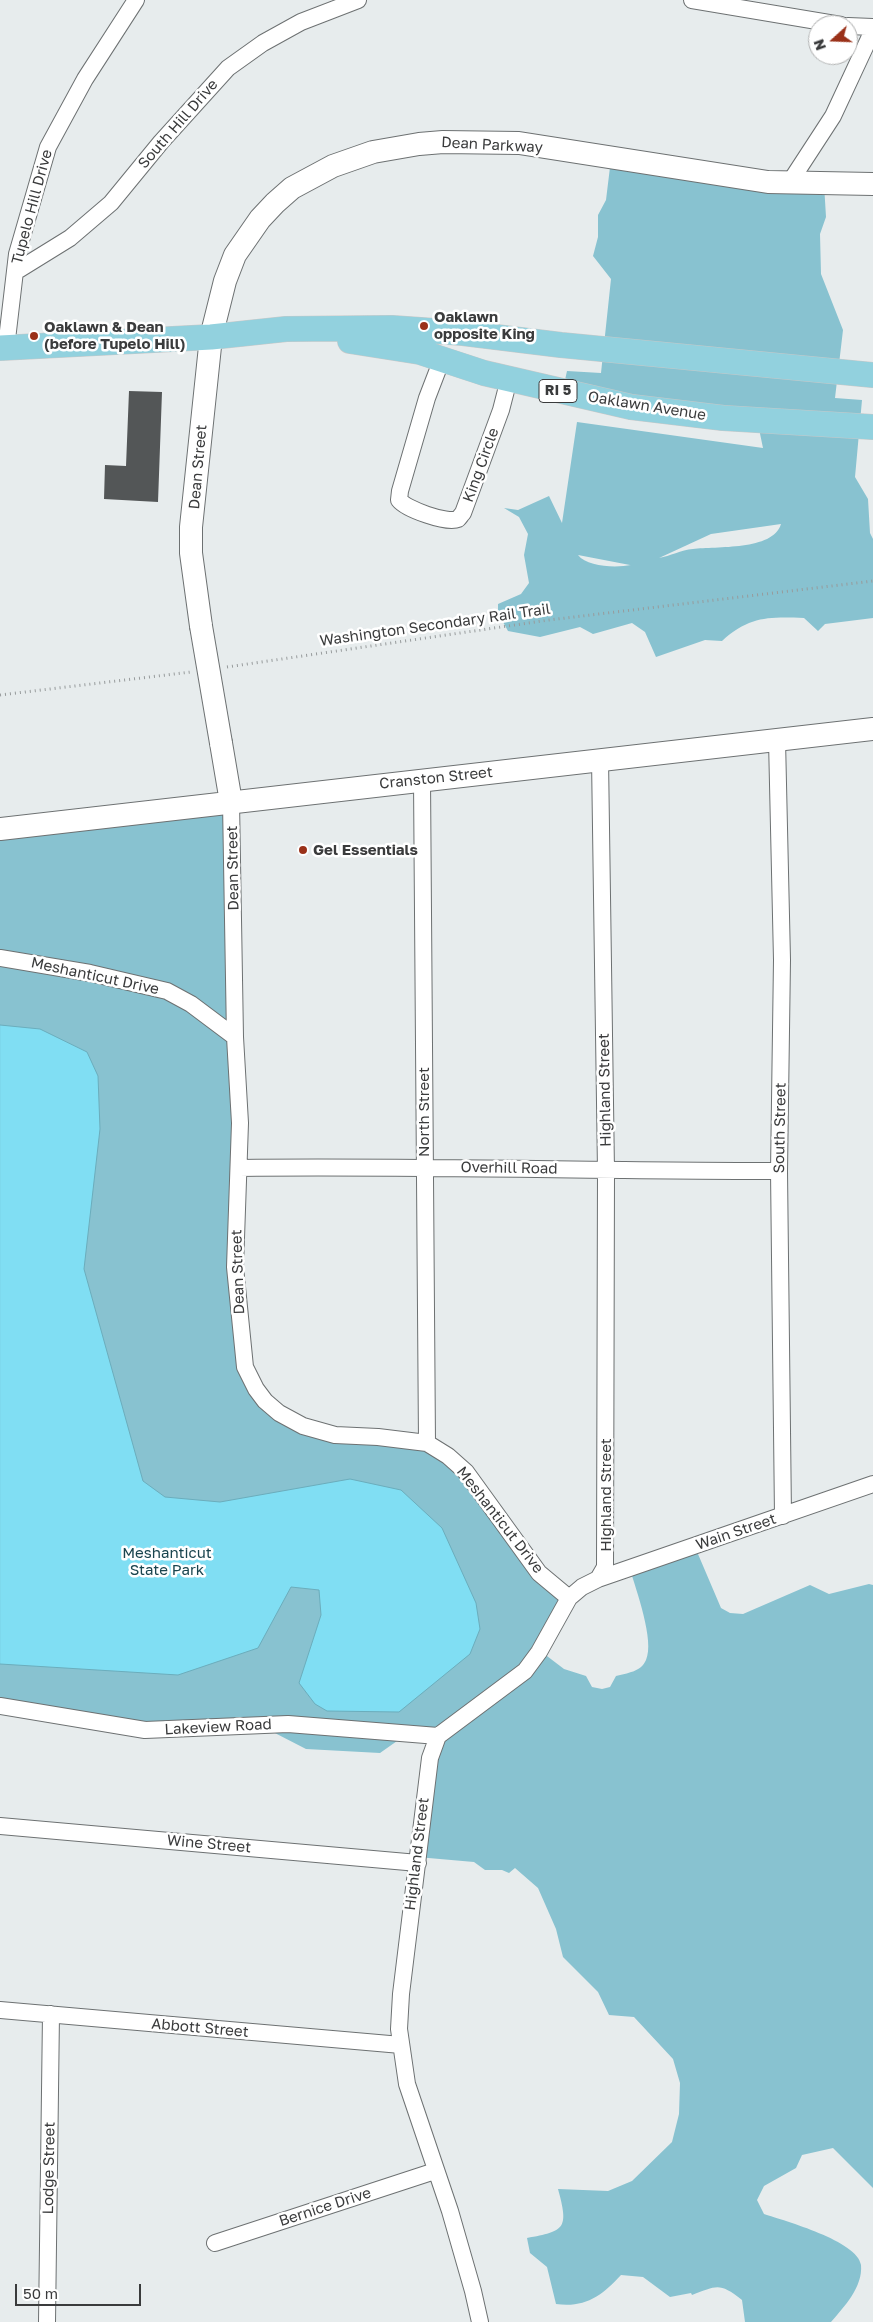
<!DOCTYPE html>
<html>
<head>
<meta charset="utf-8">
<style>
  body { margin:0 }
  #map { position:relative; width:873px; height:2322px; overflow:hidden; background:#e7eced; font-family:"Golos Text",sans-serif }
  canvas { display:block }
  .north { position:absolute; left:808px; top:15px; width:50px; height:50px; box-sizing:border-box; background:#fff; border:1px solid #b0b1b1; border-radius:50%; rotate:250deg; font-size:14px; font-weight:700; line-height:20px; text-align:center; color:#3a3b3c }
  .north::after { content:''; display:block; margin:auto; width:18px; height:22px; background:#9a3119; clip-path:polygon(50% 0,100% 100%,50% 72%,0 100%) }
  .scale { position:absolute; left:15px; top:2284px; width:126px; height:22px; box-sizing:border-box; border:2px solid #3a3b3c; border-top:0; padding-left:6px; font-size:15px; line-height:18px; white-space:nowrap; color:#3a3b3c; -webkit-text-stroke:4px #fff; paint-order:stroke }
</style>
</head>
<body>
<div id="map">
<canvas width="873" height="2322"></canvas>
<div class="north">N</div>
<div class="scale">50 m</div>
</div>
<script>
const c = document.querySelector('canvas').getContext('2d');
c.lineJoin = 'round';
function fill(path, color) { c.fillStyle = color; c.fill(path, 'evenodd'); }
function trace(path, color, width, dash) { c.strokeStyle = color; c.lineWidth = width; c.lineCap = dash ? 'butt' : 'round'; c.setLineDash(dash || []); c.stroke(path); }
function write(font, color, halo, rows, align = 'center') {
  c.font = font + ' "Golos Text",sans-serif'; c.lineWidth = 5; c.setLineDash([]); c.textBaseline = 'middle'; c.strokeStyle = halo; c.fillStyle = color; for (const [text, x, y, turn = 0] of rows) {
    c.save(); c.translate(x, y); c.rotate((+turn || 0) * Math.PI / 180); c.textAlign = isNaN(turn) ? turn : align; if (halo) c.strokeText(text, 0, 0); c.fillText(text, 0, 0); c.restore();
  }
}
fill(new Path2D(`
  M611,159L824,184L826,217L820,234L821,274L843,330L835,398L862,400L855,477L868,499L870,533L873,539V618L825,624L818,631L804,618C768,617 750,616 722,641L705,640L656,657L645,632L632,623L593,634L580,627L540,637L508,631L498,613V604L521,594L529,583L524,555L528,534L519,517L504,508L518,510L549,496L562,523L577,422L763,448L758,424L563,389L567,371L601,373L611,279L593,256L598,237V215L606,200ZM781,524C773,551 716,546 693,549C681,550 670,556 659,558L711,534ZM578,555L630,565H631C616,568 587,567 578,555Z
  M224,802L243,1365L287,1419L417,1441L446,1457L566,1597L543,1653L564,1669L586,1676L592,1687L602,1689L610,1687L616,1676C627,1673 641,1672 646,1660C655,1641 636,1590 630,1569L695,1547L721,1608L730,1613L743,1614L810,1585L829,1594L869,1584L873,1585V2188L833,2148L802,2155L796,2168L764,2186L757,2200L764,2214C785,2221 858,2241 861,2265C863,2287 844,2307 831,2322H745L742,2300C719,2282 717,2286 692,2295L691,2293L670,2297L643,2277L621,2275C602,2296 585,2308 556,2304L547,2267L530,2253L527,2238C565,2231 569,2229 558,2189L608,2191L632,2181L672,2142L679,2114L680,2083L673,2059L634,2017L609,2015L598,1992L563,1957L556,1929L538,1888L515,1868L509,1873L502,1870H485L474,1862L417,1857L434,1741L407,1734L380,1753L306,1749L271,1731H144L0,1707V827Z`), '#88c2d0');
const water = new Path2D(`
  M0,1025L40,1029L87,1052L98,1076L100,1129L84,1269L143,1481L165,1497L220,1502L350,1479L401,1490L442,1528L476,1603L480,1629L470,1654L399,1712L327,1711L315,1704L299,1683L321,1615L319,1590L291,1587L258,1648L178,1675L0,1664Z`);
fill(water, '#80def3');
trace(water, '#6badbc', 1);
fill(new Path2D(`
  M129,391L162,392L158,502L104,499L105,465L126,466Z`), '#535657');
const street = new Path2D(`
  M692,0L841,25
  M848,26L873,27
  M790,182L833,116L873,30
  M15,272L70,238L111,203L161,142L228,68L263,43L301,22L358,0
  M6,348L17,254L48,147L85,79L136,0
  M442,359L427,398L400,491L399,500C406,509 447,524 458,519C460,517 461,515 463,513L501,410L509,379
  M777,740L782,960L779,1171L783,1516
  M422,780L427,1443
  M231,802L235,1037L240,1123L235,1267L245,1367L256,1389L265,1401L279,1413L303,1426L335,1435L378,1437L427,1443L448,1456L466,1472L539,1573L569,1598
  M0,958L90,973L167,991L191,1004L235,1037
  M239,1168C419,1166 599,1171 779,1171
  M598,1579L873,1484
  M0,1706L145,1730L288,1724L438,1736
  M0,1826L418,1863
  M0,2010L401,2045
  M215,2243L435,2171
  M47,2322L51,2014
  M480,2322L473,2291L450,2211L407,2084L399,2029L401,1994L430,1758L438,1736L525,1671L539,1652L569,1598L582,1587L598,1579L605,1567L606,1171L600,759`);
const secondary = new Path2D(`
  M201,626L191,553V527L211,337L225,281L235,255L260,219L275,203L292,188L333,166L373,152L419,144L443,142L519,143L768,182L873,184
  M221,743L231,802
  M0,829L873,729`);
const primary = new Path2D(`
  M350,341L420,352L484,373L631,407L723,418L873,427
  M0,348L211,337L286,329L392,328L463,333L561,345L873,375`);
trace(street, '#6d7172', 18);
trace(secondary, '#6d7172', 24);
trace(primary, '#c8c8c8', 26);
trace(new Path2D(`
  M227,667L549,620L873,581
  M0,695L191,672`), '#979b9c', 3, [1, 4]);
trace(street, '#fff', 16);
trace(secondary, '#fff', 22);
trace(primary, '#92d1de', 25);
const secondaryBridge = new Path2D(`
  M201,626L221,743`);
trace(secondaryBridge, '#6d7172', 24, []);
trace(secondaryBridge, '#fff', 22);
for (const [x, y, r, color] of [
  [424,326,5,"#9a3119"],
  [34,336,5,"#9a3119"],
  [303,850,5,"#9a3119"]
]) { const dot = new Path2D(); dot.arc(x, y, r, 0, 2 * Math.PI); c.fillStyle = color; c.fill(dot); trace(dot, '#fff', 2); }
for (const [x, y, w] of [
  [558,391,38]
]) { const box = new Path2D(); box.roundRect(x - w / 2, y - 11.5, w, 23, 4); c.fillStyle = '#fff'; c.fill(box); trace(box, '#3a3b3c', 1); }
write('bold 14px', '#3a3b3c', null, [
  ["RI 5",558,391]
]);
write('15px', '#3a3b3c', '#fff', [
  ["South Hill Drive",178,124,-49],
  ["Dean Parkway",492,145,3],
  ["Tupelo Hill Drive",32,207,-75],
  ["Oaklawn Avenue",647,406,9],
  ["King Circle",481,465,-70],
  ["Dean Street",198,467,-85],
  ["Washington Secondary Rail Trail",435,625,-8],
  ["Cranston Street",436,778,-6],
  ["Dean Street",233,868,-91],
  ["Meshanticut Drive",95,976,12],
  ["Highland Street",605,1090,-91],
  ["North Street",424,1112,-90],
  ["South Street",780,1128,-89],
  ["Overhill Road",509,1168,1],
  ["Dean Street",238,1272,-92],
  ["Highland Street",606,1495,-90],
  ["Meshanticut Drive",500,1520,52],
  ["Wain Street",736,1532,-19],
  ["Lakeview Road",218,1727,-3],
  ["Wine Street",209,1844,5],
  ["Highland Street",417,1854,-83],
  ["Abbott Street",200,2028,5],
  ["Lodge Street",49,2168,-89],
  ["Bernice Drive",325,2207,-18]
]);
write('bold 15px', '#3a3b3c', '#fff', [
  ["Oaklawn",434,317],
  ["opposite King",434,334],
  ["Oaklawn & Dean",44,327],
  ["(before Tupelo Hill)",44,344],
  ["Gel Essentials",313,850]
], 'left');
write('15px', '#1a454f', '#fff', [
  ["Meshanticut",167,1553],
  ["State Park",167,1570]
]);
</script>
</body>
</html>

----

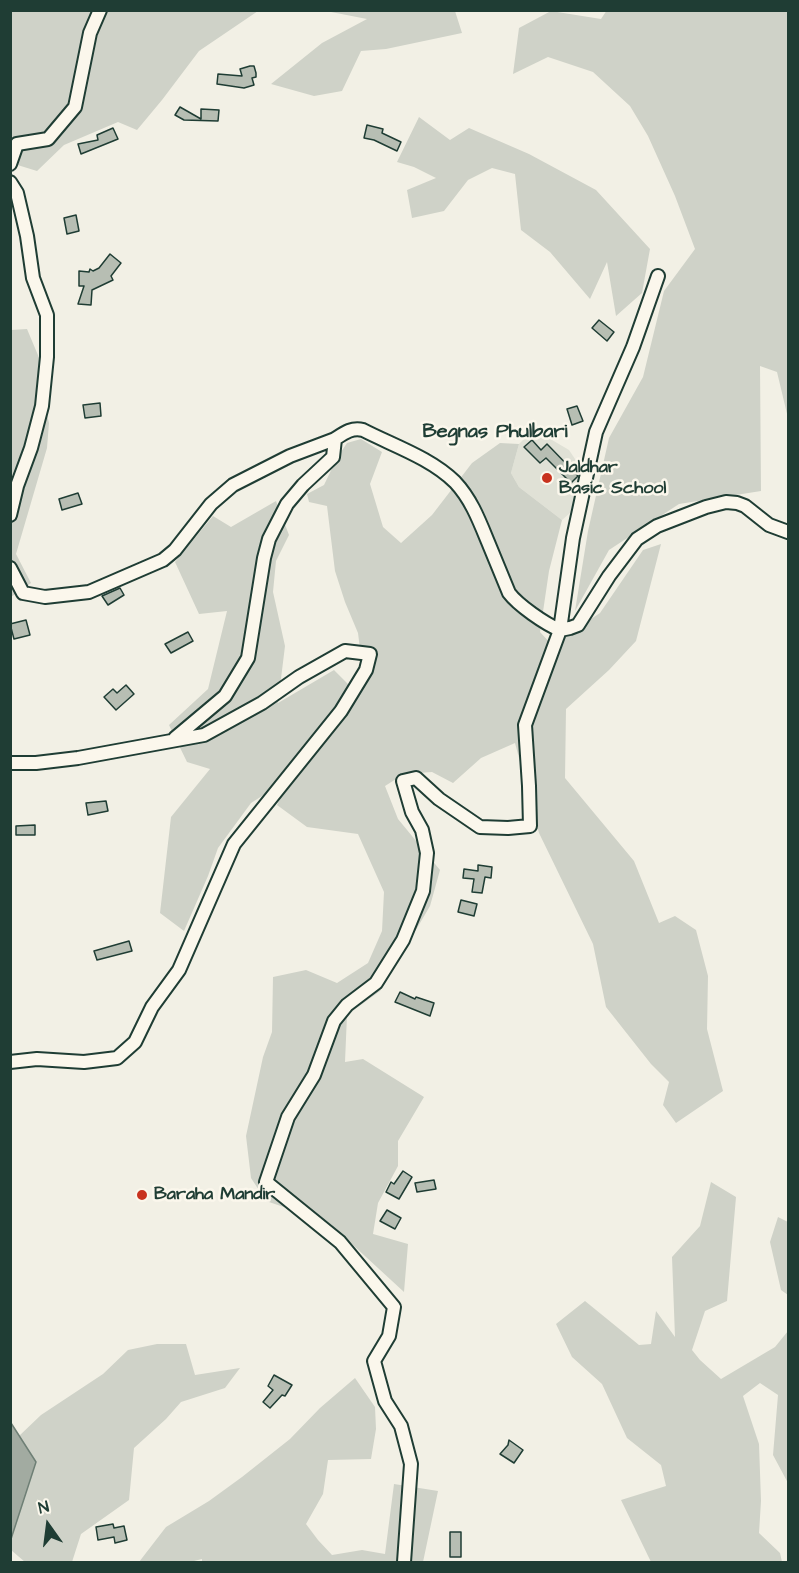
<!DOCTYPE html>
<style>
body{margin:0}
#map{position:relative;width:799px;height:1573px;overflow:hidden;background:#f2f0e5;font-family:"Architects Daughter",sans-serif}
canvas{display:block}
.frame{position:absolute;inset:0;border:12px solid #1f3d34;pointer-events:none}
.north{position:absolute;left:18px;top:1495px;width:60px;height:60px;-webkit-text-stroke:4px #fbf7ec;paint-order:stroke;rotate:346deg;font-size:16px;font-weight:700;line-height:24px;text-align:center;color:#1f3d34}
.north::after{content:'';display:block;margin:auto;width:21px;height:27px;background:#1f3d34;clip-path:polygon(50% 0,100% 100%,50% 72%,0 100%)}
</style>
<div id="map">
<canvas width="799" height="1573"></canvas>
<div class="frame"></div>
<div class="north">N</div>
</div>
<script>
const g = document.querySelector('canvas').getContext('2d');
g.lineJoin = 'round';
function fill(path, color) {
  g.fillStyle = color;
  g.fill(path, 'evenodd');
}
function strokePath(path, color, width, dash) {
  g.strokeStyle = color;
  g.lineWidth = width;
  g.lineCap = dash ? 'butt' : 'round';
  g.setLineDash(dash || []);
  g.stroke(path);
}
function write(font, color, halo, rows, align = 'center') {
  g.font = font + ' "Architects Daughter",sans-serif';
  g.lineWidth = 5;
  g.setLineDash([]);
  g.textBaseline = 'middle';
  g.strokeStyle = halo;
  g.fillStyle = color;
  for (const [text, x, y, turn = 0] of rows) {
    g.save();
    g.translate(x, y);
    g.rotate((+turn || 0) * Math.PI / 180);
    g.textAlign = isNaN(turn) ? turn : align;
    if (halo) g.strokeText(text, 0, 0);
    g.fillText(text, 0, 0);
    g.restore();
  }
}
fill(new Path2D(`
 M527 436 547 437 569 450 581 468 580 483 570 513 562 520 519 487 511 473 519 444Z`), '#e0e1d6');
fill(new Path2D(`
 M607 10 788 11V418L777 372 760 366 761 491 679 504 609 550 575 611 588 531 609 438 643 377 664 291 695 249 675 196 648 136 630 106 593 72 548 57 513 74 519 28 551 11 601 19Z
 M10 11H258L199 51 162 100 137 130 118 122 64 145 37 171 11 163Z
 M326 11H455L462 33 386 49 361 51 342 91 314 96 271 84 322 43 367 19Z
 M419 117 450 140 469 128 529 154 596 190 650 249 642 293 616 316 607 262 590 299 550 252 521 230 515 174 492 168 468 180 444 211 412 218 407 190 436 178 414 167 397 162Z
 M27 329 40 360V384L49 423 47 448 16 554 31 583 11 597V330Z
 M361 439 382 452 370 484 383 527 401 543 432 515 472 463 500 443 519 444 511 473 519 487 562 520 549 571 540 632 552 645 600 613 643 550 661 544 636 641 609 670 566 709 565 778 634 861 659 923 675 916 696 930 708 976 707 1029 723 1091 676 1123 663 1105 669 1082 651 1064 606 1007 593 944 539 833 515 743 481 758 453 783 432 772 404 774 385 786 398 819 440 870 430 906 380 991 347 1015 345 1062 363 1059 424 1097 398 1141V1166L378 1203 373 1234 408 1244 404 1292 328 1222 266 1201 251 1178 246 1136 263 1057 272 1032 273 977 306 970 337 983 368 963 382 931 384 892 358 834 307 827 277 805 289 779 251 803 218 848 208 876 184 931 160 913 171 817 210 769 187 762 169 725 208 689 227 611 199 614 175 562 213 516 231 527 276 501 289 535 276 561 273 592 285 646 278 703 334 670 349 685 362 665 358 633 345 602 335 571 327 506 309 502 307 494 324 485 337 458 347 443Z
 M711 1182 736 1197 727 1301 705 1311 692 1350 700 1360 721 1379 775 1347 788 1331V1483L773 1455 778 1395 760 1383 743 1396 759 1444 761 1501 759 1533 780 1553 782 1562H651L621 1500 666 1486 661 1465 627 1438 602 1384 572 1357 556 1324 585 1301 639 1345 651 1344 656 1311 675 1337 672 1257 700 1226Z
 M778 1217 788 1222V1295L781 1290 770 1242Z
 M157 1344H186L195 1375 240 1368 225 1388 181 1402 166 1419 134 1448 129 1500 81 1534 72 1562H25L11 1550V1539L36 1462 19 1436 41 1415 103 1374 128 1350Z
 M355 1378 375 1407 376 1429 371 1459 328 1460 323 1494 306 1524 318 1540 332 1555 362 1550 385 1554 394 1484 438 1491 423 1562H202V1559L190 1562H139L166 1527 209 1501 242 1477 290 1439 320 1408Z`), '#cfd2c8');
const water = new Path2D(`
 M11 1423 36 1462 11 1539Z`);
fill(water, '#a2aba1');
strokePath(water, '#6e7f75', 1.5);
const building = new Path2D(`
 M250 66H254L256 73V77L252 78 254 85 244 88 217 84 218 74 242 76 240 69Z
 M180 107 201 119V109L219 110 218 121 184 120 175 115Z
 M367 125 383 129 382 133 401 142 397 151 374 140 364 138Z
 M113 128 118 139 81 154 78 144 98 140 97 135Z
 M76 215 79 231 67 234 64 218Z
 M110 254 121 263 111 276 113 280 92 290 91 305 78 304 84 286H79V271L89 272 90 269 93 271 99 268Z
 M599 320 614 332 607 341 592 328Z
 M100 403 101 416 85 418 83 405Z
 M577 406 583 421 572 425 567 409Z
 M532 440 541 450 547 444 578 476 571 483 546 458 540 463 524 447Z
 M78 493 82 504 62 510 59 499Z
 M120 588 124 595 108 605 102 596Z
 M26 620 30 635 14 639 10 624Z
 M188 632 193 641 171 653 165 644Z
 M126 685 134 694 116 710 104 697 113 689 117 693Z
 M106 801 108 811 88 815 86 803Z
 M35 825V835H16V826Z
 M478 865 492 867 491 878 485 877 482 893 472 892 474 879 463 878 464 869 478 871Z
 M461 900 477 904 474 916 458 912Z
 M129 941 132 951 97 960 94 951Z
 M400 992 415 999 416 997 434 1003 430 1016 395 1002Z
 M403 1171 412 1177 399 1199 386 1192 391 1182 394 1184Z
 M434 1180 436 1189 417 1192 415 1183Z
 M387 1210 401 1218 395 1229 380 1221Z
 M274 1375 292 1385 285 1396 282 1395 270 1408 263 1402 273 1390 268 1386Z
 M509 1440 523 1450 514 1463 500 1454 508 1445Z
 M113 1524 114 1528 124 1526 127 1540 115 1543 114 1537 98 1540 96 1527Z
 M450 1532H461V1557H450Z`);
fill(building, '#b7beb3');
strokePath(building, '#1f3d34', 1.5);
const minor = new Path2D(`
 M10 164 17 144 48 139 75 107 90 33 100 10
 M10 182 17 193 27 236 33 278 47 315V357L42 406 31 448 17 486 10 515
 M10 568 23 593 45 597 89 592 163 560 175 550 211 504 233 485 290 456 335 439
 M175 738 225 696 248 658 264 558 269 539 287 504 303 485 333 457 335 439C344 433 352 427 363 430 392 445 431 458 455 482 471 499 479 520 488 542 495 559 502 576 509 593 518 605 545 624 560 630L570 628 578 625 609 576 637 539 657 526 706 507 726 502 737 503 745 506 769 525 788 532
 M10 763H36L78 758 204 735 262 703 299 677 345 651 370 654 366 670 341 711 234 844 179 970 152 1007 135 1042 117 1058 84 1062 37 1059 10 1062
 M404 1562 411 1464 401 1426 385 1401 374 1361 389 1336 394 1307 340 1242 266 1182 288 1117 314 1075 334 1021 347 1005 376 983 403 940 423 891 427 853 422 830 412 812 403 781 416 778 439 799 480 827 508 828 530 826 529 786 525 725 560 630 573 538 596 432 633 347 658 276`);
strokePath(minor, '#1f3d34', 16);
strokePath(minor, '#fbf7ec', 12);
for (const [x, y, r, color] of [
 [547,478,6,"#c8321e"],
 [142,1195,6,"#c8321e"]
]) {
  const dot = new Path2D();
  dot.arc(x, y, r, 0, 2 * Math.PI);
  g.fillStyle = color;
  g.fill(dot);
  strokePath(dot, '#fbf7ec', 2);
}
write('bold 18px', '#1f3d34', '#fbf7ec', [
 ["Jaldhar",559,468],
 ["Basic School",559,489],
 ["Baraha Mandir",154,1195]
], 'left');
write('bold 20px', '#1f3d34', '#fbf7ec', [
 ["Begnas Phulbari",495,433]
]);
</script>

----

• [WORK REQUIRED]: Supply the number of lines above that contain the word "html", and nothing else.

• [WRITTEN RESPONSE]: 4